From the White Bridge, the White cart Walkway continues to Stamperland - route - where there is a narrow entrance to the park from the housing estate at Monteith Drive just south of the turning into Cromarty Gardens between two houses.


It is a mostly attractive walk along the river ... once past the park boundary wall the path runs between the river on one side with a rather tasteless fence to the flats on the other which is accompanied by flood lights which do nothing for security and are an eyesore from elsewhere in the park.

Recommendations on foot wear on what type of path.

On the Tarmac and Hard Paths a stout pair of shoes is recommended as there are parts on which puddles form due to leaves collecting against the fencing.

On the Woodland paths and the White Cart Walkway, waterproof boots is recommended due to the puddles, and small streams which flow over (and some times along) the paths.

The tarmac paths and Zig-Zag are suitable for prams, older folk.

Bicyclists PLEASE be sensible about speed.

The St Andrews Orienteering Club (Glasgow) have recently created a second course. For more information on them please visit at http://www.stag-orienteering.co.uk/ where you can find details of all of their Orienteering courses.

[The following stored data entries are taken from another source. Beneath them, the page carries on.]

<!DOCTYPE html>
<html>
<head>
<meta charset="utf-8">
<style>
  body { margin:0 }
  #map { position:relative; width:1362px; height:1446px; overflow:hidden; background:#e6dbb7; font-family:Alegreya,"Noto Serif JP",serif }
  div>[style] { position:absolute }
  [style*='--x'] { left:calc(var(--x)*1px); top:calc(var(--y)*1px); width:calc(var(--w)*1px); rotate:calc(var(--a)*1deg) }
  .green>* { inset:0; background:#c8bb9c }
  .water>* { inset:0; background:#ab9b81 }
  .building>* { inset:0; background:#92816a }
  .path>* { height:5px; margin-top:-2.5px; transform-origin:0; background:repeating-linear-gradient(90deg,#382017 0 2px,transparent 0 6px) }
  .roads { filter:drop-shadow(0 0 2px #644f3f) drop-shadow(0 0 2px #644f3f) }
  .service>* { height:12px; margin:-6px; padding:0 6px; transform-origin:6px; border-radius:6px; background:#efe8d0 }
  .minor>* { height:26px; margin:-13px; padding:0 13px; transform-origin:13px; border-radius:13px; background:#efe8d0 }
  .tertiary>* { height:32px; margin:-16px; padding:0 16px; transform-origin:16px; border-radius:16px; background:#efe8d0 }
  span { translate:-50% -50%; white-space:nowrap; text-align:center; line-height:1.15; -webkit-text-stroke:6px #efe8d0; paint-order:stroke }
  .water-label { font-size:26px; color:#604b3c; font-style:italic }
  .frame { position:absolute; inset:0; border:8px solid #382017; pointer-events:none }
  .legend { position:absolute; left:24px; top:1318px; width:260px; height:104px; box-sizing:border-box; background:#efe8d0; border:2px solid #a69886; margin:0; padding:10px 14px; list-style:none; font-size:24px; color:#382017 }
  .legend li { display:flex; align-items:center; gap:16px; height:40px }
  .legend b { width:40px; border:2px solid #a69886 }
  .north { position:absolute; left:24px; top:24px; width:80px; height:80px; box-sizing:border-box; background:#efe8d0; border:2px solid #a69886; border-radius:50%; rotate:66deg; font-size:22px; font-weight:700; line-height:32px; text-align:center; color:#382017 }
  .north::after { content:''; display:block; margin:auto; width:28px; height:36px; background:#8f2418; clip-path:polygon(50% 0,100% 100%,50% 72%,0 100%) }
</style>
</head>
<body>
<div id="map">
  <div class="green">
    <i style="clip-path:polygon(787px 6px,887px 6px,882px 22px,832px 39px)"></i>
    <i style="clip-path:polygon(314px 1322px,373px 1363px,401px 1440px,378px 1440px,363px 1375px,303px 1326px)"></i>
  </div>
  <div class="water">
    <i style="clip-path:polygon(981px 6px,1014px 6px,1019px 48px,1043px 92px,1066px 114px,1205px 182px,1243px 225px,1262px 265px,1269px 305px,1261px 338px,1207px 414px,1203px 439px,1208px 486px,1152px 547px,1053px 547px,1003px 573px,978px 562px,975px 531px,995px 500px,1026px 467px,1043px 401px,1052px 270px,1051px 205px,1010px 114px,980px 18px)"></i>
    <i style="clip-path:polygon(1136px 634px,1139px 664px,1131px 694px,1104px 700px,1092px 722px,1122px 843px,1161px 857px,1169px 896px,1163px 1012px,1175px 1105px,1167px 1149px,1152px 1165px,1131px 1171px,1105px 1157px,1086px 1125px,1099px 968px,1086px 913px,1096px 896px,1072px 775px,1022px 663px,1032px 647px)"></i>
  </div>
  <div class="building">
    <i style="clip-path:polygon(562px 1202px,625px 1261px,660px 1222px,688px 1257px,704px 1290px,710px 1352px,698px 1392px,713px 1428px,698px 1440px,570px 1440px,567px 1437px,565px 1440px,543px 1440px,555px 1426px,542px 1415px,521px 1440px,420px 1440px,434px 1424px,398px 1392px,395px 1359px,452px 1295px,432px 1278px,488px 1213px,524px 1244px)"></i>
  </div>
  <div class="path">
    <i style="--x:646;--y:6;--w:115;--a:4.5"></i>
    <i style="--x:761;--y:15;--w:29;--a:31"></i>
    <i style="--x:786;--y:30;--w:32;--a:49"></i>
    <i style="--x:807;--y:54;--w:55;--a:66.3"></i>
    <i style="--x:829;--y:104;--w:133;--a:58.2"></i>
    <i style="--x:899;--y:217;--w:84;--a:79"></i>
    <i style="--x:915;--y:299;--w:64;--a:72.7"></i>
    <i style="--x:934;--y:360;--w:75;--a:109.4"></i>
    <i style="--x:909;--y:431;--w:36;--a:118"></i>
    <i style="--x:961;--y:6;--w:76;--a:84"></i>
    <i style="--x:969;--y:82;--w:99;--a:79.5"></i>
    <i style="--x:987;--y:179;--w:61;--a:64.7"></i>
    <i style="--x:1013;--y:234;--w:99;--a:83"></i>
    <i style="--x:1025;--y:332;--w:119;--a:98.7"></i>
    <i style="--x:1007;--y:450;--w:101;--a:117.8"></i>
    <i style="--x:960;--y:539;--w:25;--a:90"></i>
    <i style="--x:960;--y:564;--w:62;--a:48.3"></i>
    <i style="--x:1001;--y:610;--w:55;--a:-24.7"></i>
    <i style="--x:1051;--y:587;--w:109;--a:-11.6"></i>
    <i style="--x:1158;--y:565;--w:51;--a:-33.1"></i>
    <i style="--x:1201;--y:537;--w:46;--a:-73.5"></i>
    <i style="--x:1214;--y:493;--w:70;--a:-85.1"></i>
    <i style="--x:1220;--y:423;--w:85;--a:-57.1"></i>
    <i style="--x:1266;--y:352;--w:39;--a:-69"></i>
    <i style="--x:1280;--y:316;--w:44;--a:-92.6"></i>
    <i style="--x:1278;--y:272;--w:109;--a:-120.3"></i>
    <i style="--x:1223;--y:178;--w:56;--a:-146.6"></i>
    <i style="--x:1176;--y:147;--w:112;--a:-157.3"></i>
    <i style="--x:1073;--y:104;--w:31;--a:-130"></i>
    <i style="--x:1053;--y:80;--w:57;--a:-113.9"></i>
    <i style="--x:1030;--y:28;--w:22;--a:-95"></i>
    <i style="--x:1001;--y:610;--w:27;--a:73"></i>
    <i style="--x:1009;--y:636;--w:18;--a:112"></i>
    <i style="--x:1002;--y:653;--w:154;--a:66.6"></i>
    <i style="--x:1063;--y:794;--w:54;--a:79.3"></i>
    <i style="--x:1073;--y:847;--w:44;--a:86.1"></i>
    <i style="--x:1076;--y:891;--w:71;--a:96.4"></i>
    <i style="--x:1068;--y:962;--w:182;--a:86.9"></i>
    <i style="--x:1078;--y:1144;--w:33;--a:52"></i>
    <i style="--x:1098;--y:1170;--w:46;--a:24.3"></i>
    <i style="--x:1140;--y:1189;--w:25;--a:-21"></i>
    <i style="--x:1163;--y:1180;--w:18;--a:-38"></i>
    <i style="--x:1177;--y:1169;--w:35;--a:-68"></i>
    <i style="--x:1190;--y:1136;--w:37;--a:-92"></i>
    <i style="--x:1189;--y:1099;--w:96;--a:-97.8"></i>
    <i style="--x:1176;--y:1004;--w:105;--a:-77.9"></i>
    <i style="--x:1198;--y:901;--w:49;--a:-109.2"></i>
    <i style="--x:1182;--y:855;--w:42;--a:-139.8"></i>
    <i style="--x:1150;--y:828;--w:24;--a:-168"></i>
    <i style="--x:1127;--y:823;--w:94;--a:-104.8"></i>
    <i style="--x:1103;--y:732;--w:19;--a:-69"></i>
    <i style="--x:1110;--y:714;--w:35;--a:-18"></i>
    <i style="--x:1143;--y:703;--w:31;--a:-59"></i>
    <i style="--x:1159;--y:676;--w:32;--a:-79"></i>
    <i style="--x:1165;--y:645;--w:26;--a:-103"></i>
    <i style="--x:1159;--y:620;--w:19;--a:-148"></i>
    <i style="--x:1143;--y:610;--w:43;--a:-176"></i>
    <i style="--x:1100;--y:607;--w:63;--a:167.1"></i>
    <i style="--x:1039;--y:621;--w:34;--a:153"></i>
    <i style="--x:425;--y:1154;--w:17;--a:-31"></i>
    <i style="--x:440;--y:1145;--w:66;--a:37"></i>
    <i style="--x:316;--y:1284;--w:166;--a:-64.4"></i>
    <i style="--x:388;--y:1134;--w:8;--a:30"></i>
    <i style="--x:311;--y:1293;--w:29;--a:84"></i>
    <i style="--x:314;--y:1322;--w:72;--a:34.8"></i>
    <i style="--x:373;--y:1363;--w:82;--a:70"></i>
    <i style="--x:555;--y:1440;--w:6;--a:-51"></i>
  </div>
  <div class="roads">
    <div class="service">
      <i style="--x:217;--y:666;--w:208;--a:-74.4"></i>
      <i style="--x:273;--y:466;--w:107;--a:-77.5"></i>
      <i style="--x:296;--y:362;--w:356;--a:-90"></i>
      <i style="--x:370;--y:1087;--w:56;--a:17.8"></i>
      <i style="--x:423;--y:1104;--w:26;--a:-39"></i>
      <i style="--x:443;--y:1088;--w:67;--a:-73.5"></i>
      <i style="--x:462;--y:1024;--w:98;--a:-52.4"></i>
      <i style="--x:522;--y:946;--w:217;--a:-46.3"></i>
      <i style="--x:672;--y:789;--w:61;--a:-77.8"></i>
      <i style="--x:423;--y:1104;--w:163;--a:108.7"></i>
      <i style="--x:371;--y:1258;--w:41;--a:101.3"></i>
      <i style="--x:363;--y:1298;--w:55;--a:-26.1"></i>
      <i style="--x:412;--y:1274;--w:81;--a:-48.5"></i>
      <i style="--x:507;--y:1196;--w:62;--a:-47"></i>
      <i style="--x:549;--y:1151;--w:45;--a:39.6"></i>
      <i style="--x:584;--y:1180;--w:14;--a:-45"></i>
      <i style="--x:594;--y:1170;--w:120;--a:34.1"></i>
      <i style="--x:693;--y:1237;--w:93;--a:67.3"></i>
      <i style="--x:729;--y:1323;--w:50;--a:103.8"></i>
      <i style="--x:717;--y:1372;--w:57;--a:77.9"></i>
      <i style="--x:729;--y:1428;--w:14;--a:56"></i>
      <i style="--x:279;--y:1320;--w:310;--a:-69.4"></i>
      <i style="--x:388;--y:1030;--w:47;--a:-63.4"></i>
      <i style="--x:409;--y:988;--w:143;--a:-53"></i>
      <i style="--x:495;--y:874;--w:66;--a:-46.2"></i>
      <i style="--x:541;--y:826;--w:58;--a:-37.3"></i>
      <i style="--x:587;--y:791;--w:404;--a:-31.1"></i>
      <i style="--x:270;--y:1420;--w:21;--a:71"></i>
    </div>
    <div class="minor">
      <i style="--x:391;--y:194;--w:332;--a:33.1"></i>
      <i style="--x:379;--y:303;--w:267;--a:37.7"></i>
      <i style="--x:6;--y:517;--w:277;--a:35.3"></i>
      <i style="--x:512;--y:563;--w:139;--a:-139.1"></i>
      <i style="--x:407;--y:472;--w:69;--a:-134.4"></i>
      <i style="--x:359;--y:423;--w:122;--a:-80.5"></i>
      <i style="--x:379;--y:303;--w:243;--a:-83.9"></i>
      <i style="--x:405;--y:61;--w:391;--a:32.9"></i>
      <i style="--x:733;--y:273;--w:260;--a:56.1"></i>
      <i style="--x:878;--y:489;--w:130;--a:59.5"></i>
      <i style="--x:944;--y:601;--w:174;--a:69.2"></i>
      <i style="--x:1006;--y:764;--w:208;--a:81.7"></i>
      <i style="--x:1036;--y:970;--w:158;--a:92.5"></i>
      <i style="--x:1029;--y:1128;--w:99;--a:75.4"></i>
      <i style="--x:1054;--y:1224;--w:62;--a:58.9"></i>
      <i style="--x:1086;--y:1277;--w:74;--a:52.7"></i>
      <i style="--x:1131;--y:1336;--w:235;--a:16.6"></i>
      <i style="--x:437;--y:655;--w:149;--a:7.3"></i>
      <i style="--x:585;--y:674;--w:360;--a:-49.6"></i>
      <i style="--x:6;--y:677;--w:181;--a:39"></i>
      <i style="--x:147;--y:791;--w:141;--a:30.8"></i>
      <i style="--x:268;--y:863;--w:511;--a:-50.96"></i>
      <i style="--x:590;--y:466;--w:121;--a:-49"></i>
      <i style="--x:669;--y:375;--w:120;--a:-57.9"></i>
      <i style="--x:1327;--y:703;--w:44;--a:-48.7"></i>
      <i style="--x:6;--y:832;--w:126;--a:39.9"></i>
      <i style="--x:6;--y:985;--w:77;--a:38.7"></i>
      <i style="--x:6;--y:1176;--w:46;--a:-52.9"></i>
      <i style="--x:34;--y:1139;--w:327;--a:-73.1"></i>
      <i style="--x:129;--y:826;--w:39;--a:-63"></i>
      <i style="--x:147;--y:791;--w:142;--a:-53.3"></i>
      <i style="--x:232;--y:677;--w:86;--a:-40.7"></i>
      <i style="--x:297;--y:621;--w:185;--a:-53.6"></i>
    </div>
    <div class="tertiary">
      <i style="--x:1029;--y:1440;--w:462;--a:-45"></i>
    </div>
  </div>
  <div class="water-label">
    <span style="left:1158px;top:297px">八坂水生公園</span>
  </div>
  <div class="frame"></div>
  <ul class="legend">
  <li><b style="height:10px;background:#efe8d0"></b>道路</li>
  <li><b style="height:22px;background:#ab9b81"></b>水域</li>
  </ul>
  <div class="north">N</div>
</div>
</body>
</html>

There are two courses in Linn Park. The old one, and the new one just finished.

The best maps these days come from Google. The aerial photography in the area was updated in the early part of 2017, as well as the paths. However some paths which are now inaccessible are still shown. The paths are there and in mostly first class condition.

The reliability of maps provided by Glasgow City Council is poor: topography which is no longer there, or new and not shown. The recent fencing works have closed off paths, and several more have been simply abandoned.

A loop walk from the White Bridge to the Netherton Braes, where at the top of the hill there is a Communications tower beside the old World War 2 Ack Ack battery.

This walk is somewhat longer than most of the ones for which a route map has been made. It is best in the Summer when it is hot as a lot of it is under the trees.